As a soldier, though, he's good. Rat's the medic, so he carries all the stuff that medics are supposed to carry, plus comic books and M&Ms—you know, "for especially bad wounds" (The Things They Carried.9). When O'Brien is shot the first time, Rat is great. He dresses O'Brien's wound, gets him out of danger, then pops back into the battle. He then comes back to check on O'Brien four times, cracking jokes and making him feel better.

And Rat is wears his heart on his sleeve... as much as the macho atmosphere of war will let him. When his buddy dies, he writes his buddy's sister a letter:

Rat pours his heart out. He says he loved the guy. He says the guy was his best friend in the world. They were like soul mates, he said, like twins or something, they had a whole lot in common. (How to Tell a True War Story.5)
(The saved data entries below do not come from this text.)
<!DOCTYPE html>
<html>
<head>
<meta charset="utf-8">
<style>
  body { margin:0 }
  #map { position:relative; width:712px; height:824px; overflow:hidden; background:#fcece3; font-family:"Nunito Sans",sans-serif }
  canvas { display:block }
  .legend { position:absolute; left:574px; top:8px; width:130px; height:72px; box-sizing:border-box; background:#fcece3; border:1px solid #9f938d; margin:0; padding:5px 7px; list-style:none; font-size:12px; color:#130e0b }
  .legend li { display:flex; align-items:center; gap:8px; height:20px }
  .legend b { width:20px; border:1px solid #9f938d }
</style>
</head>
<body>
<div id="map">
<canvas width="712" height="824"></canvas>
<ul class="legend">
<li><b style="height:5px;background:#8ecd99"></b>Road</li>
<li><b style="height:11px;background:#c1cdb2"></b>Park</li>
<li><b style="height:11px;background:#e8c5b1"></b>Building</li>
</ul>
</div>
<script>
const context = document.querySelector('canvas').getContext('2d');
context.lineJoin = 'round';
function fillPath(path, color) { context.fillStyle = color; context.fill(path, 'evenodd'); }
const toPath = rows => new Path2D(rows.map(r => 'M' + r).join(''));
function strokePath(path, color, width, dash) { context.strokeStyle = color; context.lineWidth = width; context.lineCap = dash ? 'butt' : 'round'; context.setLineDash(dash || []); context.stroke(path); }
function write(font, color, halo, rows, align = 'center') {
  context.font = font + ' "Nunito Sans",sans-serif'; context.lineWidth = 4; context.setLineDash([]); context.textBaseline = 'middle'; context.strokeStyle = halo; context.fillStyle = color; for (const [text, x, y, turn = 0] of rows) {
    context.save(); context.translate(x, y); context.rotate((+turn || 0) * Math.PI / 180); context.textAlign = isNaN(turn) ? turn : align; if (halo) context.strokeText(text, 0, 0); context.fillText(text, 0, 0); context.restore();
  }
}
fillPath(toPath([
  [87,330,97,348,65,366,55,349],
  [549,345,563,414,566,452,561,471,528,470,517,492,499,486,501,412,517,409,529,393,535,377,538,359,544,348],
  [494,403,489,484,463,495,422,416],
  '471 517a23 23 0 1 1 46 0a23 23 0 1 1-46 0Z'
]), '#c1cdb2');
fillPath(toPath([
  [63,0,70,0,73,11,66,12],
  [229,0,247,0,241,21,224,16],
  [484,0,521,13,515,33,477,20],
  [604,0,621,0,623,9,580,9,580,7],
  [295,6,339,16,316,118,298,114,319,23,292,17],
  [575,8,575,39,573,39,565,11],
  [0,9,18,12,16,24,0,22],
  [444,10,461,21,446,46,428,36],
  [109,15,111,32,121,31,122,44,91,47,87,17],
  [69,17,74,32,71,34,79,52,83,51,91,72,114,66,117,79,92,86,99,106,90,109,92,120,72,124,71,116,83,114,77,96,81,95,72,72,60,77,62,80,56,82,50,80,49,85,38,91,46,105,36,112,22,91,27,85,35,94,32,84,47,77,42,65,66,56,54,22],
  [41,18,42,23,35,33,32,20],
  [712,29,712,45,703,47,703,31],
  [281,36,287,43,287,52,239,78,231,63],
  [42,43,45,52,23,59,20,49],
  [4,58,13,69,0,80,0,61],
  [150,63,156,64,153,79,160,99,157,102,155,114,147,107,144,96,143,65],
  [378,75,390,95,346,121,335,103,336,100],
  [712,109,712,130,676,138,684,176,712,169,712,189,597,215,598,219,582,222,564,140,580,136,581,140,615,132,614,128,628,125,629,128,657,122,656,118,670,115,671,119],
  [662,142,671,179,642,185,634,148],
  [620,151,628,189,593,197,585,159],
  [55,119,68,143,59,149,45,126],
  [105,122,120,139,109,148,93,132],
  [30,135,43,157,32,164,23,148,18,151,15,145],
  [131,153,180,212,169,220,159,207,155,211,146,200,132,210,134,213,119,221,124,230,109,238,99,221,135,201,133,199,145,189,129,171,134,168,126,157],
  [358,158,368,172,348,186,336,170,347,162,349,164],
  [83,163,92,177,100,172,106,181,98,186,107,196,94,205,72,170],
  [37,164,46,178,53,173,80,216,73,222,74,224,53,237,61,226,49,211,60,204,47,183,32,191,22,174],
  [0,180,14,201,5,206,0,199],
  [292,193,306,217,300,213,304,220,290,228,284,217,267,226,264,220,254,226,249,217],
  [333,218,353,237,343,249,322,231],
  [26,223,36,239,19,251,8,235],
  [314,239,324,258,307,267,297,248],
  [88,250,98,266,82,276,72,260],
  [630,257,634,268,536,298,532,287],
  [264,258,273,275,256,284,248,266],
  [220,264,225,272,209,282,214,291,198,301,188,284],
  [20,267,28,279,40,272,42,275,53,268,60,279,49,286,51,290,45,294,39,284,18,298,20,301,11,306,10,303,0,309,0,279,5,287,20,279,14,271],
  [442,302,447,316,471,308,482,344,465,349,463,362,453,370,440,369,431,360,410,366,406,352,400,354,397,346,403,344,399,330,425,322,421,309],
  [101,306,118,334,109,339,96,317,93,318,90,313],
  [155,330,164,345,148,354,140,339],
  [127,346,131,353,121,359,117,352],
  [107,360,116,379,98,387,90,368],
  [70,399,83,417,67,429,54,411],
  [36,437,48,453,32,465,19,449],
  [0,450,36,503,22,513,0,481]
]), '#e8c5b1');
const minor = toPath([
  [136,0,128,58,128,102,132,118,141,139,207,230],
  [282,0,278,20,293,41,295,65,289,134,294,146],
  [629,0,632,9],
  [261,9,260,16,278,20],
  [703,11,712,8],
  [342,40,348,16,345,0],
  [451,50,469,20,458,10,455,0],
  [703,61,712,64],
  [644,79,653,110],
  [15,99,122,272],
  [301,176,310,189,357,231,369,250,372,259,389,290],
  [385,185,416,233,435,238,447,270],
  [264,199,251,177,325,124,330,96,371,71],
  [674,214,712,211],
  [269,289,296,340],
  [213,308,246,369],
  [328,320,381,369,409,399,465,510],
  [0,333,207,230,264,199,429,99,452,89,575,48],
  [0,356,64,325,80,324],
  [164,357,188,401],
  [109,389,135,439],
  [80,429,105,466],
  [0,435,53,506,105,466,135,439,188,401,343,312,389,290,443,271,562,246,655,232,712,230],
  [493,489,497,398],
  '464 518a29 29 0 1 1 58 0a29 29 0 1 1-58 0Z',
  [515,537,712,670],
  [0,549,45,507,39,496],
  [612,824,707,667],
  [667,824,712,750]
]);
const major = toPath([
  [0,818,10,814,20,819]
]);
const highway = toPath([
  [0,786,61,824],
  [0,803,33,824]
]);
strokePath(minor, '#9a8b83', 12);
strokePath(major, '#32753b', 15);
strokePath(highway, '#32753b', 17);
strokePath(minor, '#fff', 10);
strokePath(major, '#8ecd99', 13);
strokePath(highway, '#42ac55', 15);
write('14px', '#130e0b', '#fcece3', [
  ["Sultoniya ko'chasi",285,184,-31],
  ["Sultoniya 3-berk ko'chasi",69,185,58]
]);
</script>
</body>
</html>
Rat flips out eventually, though; we knew from the beginning, when Tim the Writer tells us about the stigma of shooting your toe or finger off to get out of battle, that one of the characters would take that route. We were just sad that it turned out to be Rat. But he did it, in part, because he was mourning the loss of his friend.

Rat = Tim?

Rat's pretty important, but deceptively so. At first, he just seems to be one of the guys, the medic, someone who likes comic books. But then comes "Sweetheart of the Song Tra Bong," and we realize that Rat is another stand-in for Tim the Writer.

Rat, just like Tim, has a flexible relationship with the truth when it comes to telling stories. And Rat, like Tim, can't seem to tell a story without interrupting himself to explain and break the narrative flow, much to the annoyance of those who had been enjoying the story. For Rat, it's important that his audience really gets it, that they feel what he was feeling. It's possible that Tim the Writer is using Rat as foreshadowing for his later announcement in "Good Form," or maybe he just needed a substitute for himself in "Sweetheart," or perhaps both. In any case, Rat is way more important as a character than he initially seems.